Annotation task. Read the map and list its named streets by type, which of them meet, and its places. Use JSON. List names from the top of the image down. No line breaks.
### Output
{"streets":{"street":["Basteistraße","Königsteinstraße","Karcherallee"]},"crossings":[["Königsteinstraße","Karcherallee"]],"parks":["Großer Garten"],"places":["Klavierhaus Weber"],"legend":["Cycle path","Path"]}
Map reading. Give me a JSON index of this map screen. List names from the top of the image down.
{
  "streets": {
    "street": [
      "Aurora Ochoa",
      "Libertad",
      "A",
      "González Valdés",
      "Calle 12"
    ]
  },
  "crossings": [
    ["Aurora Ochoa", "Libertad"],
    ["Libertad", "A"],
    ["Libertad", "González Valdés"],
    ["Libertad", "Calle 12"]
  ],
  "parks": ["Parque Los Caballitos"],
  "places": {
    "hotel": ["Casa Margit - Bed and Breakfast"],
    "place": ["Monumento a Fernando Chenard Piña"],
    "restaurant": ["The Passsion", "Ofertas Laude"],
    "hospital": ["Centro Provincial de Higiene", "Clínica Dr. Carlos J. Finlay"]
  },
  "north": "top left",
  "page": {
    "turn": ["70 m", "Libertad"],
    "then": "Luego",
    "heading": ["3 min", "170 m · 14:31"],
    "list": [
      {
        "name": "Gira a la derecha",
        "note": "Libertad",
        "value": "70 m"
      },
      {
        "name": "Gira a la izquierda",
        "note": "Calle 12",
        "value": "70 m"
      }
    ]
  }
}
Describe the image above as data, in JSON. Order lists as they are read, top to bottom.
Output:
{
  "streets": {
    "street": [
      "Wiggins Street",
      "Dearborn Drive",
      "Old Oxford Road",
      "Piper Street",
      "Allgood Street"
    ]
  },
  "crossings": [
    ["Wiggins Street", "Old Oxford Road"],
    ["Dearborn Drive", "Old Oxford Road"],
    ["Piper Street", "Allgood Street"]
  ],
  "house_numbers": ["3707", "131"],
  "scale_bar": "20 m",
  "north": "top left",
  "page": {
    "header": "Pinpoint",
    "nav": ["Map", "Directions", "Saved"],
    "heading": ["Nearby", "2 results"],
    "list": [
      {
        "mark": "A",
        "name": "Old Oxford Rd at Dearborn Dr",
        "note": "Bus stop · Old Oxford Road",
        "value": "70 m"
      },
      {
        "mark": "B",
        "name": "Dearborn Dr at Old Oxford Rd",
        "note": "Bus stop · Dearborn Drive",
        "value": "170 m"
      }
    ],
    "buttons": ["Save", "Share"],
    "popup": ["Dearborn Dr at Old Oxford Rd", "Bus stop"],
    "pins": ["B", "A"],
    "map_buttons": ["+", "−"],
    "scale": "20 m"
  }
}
——————
EXERCISE: An exact copy of every entry is what's needed, so retype them all.

OUTPUT BELOW:
Annotation task. Read the map and list its named streets by type, which of them meet, and its places. Use JSON. List names from the top of the image down. No line breaks.
### Output
{"streets":{"street":["Basteistraße","Königsteinstraße","Karcherallee"]},"crossings":[["Königsteinstraße","Karcherallee"]],"parks":["Großer Garten"],"places":["Klavierhaus Weber"],"legend":["Cycle path","Path"]}
Map reading. Give me a JSON index of this map screen. List names from the top of the image down.
{
  "streets": {
    "street": [
      "Aurora Ochoa",
      "Libertad",
      "A",
      "González Valdés",
      "Calle 12"
    ]
  },
  "crossings": [
    ["Aurora Ochoa", "Libertad"],
    ["Libertad", "A"],
    ["Libertad", "González Valdés"],
    ["Libertad", "Calle 12"]
  ],
  "parks": ["Parque Los Caballitos"],
  "places": {
    "hotel": ["Casa Margit - Bed and Breakfast"],
    "place": ["Monumento a Fernando Chenard Piña"],
    "restaurant": ["The Passsion", "Ofertas Laude"],
    "hospital": ["Centro Provincial de Higiene", "Clínica Dr. Carlos J. Finlay"]
  },
  "north": "top left",
  "page": {
    "turn": ["70 m", "Libertad"],
    "then": "Luego",
    "heading": ["3 min", "170 m · 14:31"],
    "list": [
      {
        "name": "Gira a la derecha",
        "note": "Libertad",
        "value": "70 m"
      },
      {
        "name": "Gira a la izquierda",
        "note": "Calle 12",
        "value": "70 m"
      }
    ]
  }
}
Describe the image above as data, in JSON. Order lists as they are read, top to bottom.
Output:
{
  "streets": {
    "street": [
      "Wiggins Street",
      "Dearborn Drive",
      "Old Oxford Road",
      "Piper Street",
      "Allgood Street"
    ]
  },
  "crossings": [
    ["Wiggins Street", "Old Oxford Road"],
    ["Dearborn Drive", "Old Oxford Road"],
    ["Piper Street", "Allgood Street"]
  ],
  "house_numbers": ["3707", "131"],
  "scale_bar": "20 m",
  "north": "top left",
  "page": {
    "header": "Pinpoint",
    "nav": ["Map", "Directions", "Saved"],
    "heading": ["Nearby", "2 results"],
    "list": [
      {
        "mark": "A",
        "name": "Old Oxford Rd at Dearborn Dr",
        "note": "Bus stop · Old Oxford Road",
        "value": "70 m"
      },
      {
        "mark": "B",
        "name": "Dearborn Dr at Old Oxford Rd",
        "note": "Bus stop · Dearborn Drive",
        "value": "170 m"
      }
    ],
    "buttons": ["Save", "Share"],
    "popup": ["Dearborn Dr at Old Oxford Rd", "Bus stop"],
    "pins": ["B", "A"],
    "map_buttons": ["+", "−"],
    "scale": "20 m"
  }
}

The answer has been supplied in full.